It looks like you’re referencing the film Incendies (2010), directed by Denis Villeneuve. The way you wrote it – "Incendies -2010-2010" – suggests you might be dealing with a data entry or metadata formatting issue (e.g., duplicate year, incorrect delimiter).
If you’re asking me to develop a feature based on Incendies in a software, data, or interactive context, here are several possible interpretations and implementations: Incendies -2010-2010
Twins Jeanne and Simon Marwan receive their notary mother Nawal’s will. Instead of a traditional burial, she gives them two envelopes: one to be delivered to a father they believed was dead, and another to a brother they never knew existed. If the twins fail, their mother will remain unburied. They travel to an unnamed Middle Eastern country (evoking Lebanon during its civil war) and are forced to reconstruct their mother’s secret past—a journey into horror, resilience, and impossible tragedy. It looks like you’re referencing the film Incendies
Incendies 2010 is a deliberate inversion of the Oedipus myth. Oedipus unknowingly kills his father and marries his mother. Here, a son unknowingly tortures his mother and sires children by her (via rape, not marriage—far more brutal).

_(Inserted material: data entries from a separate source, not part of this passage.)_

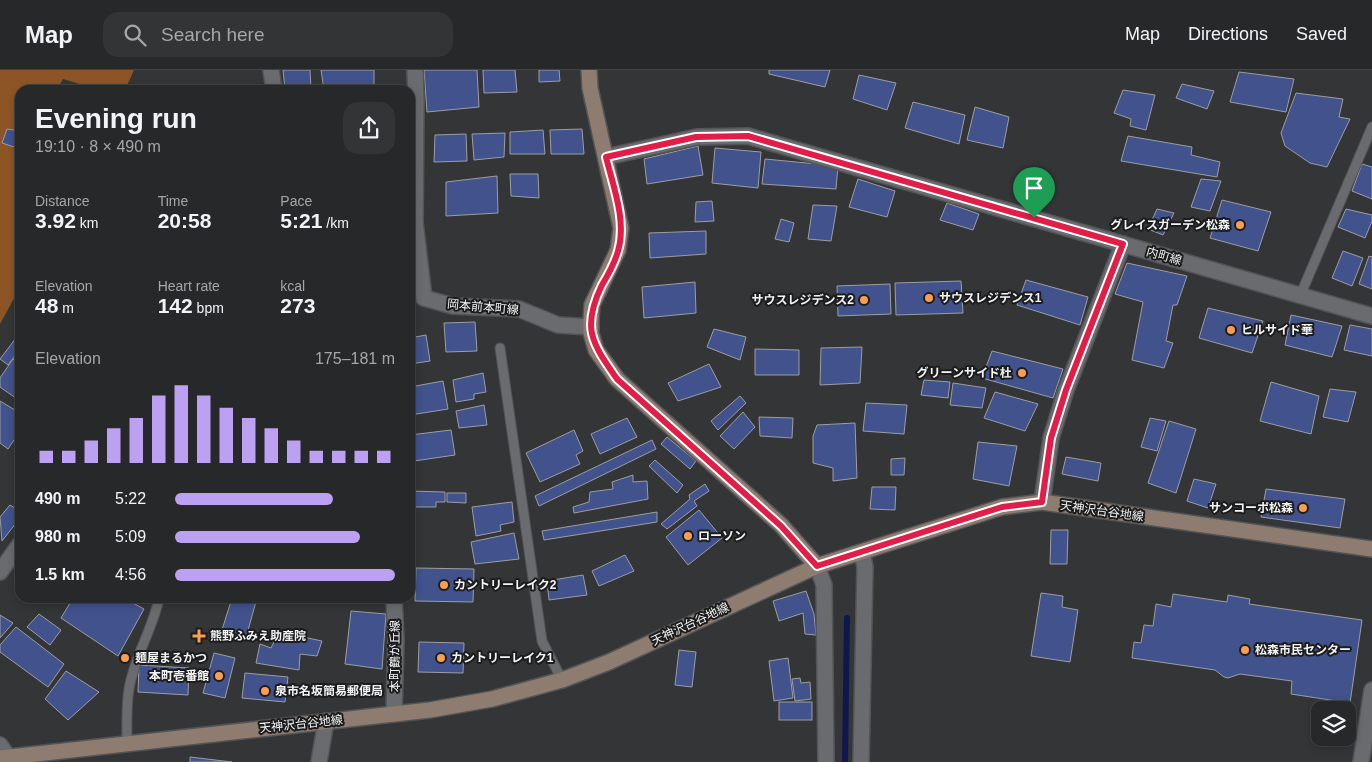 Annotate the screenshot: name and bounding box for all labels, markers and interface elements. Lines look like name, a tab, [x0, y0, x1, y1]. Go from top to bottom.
search box	[103, 12, 453, 57]
text: Map	[25, 21, 73, 48]
icon: search	[121, 21, 149, 49]
text: Search here	[161, 24, 265, 45]
text: Map	[1125, 24, 1160, 44]
text: Directions	[1188, 24, 1268, 44]
text: Saved	[1296, 24, 1347, 44]
button: share	[343, 102, 395, 154]
text: Evening run	[35, 103, 197, 134]
text: 19:10 · 8 × 490 m	[35, 138, 161, 155]
pin	[1013, 167, 1055, 218]
icon: arrive	[1020, 174, 1048, 202]
text: Distance	[35, 193, 89, 209]
text: Time	[158, 193, 188, 209]
text: Pace	[280, 193, 312, 209]
text: 3.92	[35, 209, 76, 232]
text: 20:58	[158, 209, 211, 232]
text: 5:21	[280, 209, 322, 232]
text: km	[76, 215, 98, 231]
text: /km	[322, 215, 349, 231]
place label: グレイスガーデン松森	[1110, 218, 1230, 232]
marker: グレイスガーデン松森	[1234, 219, 1246, 231]
street label: 内町線	[1145, 244, 1183, 268]
text: Elevation	[35, 278, 93, 294]
text: Heart rate	[158, 278, 220, 294]
text: kcal	[280, 278, 305, 294]
place label: サウスレジデンス1	[939, 291, 1042, 305]
marker: サウスレジデンス1	[923, 292, 935, 304]
place label: サウスレジデンス2	[752, 293, 854, 307]
text: 48	[35, 294, 58, 317]
text: 142	[158, 294, 193, 317]
text: 273	[280, 294, 315, 317]
marker: サウスレジデンス2	[858, 294, 870, 306]
street label: 岡本前本町線	[447, 297, 519, 317]
text: m	[58, 300, 74, 316]
text: bpm	[193, 300, 224, 316]
place label: ヒルサイド華	[1241, 323, 1313, 337]
marker: ヒルサイド華	[1225, 324, 1237, 336]
text: Elevation	[35, 350, 101, 367]
text: 175–181 m	[315, 350, 395, 367]
place label: グリーンサイド杜	[917, 366, 1012, 380]
marker: グリーンサイド杜	[1016, 367, 1028, 379]
text: 490 m	[35, 490, 80, 507]
text: 5:22	[115, 490, 146, 507]
street label: 天神沢台谷地線	[1059, 498, 1145, 524]
place label: サンコーポ松森	[1209, 501, 1293, 515]
marker: サンコーポ松森	[1297, 502, 1309, 514]
text: 980 m	[35, 528, 80, 545]
text: 5:09	[115, 528, 146, 545]
place label: ローソン	[698, 529, 746, 543]
marker: ローソン	[682, 530, 694, 542]
text: 1.5 km	[35, 566, 85, 583]
text: 4:56	[115, 566, 146, 583]
place label: カントリーレイク2	[454, 578, 557, 592]
marker: カントリーレイク2	[438, 579, 450, 591]
street label: 天神沢台谷地線	[649, 600, 731, 648]
street label: 本町鶴が丘線	[388, 620, 402, 692]
marker: 熊野ふみえ助産院	[192, 629, 206, 643]
place label: 熊野ふみえ助産院	[210, 629, 306, 643]
place label: 松森市民センター	[1255, 643, 1351, 657]
marker: 松森市民センター	[1239, 644, 1251, 656]
place label: 麺屋まるかつ	[135, 651, 207, 665]
place label: カントリーレイク1	[451, 651, 554, 665]
marker: 麺屋まるかつ	[119, 652, 131, 664]
marker: カントリーレイク1	[435, 652, 447, 664]
place label: 本町壱番館	[149, 669, 209, 683]
marker: 本町壱番館	[213, 670, 225, 682]
place label: 泉市名坂簡易郵便局	[275, 684, 383, 698]
marker: 泉市名坂簡易郵便局	[259, 685, 271, 697]
map controls	[1311, 701, 1356, 746]
button: layers	[1311, 701, 1356, 746]
street label: 天神沢台谷地線	[258, 713, 344, 735]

The Oedipus myth asks: Can you escape fate? Villeneuve and Mouawad ask: Can you escape history? Performances
The answer is no. Nawal’s entire life is an attempt to find her firstborn. In finding him, she loses her soul. Her twins, born of assault, are the only pure thing she has left—and she burdens them with the weight of her truth. The film argues that silence is a kind of death, but truth is a kind of bomb. It destroys everything.

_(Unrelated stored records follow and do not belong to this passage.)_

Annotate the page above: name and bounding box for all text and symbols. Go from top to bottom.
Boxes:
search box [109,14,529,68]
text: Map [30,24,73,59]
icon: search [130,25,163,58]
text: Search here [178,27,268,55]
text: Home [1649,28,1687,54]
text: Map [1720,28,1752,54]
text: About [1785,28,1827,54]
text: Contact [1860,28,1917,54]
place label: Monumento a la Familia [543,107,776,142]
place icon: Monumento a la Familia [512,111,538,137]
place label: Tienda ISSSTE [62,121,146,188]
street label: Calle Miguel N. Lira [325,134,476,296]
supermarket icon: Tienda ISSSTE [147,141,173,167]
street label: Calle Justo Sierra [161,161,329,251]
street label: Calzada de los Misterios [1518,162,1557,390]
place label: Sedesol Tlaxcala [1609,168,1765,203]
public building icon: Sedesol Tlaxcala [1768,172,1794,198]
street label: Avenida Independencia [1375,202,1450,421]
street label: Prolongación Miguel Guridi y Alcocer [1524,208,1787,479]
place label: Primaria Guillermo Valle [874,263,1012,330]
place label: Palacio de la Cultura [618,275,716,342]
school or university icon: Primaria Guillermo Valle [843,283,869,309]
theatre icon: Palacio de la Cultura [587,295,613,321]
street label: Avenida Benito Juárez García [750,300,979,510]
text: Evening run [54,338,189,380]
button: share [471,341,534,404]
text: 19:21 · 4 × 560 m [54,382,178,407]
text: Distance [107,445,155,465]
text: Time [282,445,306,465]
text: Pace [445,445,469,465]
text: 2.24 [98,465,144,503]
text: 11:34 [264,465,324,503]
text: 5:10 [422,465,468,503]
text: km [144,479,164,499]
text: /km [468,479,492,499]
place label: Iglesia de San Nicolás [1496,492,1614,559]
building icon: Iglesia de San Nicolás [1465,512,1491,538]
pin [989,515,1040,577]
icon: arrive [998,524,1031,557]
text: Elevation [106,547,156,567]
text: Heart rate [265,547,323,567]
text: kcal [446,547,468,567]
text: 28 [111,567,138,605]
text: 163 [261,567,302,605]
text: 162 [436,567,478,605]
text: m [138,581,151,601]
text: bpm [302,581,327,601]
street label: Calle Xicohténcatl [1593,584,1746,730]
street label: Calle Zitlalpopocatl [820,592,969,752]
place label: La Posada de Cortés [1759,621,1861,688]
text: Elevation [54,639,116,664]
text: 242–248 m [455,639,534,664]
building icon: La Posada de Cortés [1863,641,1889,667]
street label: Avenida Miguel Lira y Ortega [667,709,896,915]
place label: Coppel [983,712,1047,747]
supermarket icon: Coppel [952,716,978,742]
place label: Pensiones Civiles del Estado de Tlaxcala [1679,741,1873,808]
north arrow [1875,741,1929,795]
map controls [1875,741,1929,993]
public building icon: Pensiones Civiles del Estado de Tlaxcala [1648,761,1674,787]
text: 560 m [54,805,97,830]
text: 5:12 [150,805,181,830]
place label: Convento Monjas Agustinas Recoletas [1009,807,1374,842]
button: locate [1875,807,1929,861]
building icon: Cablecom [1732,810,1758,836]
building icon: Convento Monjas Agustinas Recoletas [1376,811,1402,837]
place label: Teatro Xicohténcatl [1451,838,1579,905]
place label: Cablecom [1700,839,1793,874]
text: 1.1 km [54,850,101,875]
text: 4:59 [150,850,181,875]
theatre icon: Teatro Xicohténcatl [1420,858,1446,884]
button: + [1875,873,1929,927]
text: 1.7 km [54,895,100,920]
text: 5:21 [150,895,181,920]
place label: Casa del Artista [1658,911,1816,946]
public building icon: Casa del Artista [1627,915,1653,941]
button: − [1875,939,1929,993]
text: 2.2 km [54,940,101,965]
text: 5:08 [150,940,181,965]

The recurring motif of “fire” is literal and metaphorical. Nawal sets fires to escape. The civil war is a fire consuming a nation. The incinerating power of truth burns through all lies. By the end, every character is ash. And yet, there is a strange, terrible hope in the final image of the swimmer—the father, Abou Tarek, stripped of his power, stepping into a swimming pool. Water extinguishes fire. But is it enough?